▶ [Data shown]
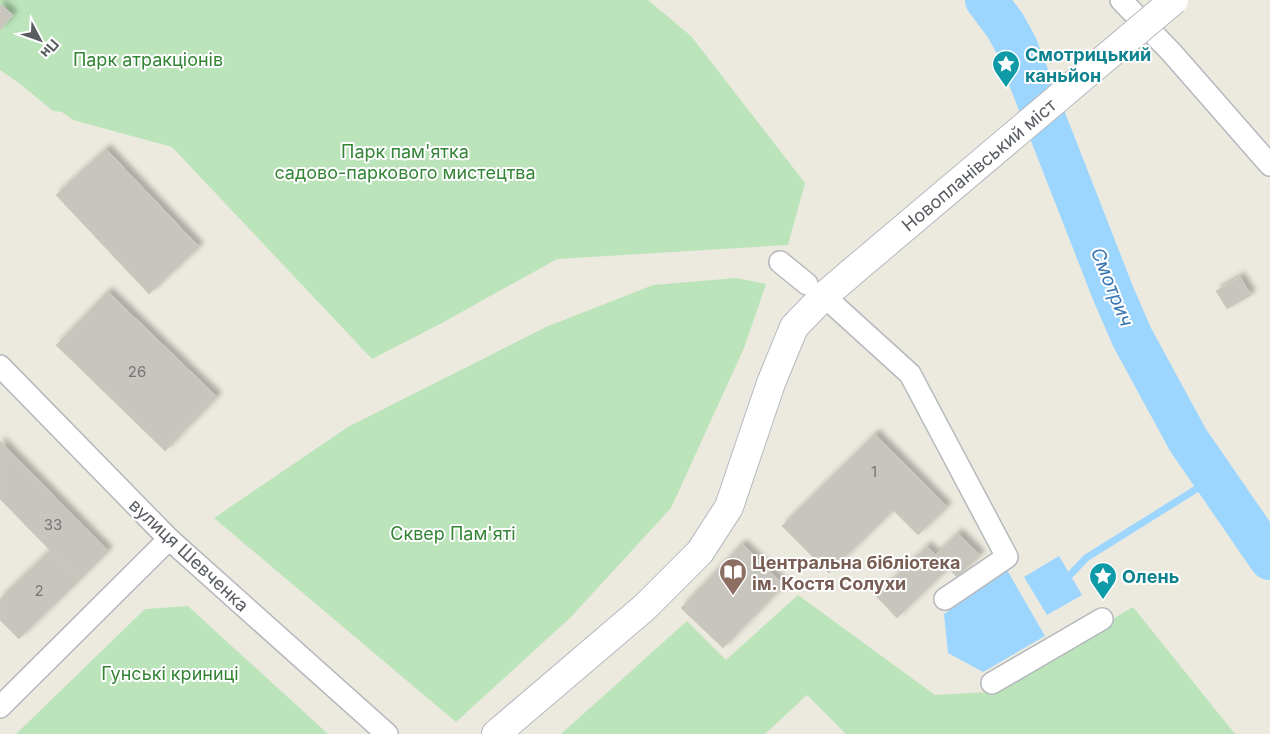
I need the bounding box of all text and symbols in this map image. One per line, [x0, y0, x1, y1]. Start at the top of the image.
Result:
north arrow [15, 15, 65, 65]
text: Пн [37, 36, 63, 62]
place label: Смотрицький каньйон [1025, 44, 1151, 86]
park label: Парк атракціонів [73, 49, 223, 70]
place icon: Смотрицький каньйон [991, 49, 1021, 88]
street label: Новопланівський міст [898, 94, 1061, 236]
park label: Парк пам'ятка садово-паркового мистецтва [274, 141, 536, 183]
water label: Смотрич [1086, 244, 1138, 330]
house number: 26 [128, 362, 146, 381]
house number: 1 [871, 462, 877, 481]
street label: вулиця Шевченка [125, 494, 253, 616]
house number: 33 [44, 515, 62, 534]
park label: Сквер Пам'яті [390, 523, 516, 544]
place label: Центральна бібліотека ім. Костя Солухи [752, 552, 961, 594]
library icon: Центральна бібліотека ім. Костя Солухи [718, 557, 748, 596]
place icon: Олень [1088, 561, 1118, 600]
place label: Олень [1122, 566, 1179, 587]
house number: 2 [34, 581, 44, 600]
park label: Гунські криниці [101, 663, 239, 684]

▶ [Problem to solve] Excluding all images, transcribe the material word for word.

▶ [Written answer]
I need the bounding box of all text and symbols in this map image. One per line, [x0, y0, x1, y1]. Start at the top of the image.
Result:
north arrow [15, 15, 65, 65]
text: Пн [37, 36, 63, 62]
place label: Смотрицький каньйон [1025, 44, 1151, 86]
park label: Парк атракціонів [73, 49, 223, 70]
place icon: Смотрицький каньйон [991, 49, 1021, 88]
street label: Новопланівський міст [898, 94, 1061, 236]
park label: Парк пам'ятка садово-паркового мистецтва [274, 141, 536, 183]
water label: Смотрич [1086, 244, 1138, 330]
house number: 26 [128, 362, 146, 381]
house number: 1 [871, 462, 877, 481]
street label: вулиця Шевченка [125, 494, 253, 616]
house number: 33 [44, 515, 62, 534]
park label: Сквер Пам'яті [390, 523, 516, 544]
place label: Центральна бібліотека ім. Костя Солухи [752, 552, 961, 594]
library icon: Центральна бібліотека ім. Костя Солухи [718, 557, 748, 596]
place icon: Олень [1088, 561, 1118, 600]
place label: Олень [1122, 566, 1179, 587]
house number: 2 [34, 581, 44, 600]
park label: Гунські криниці [101, 663, 239, 684]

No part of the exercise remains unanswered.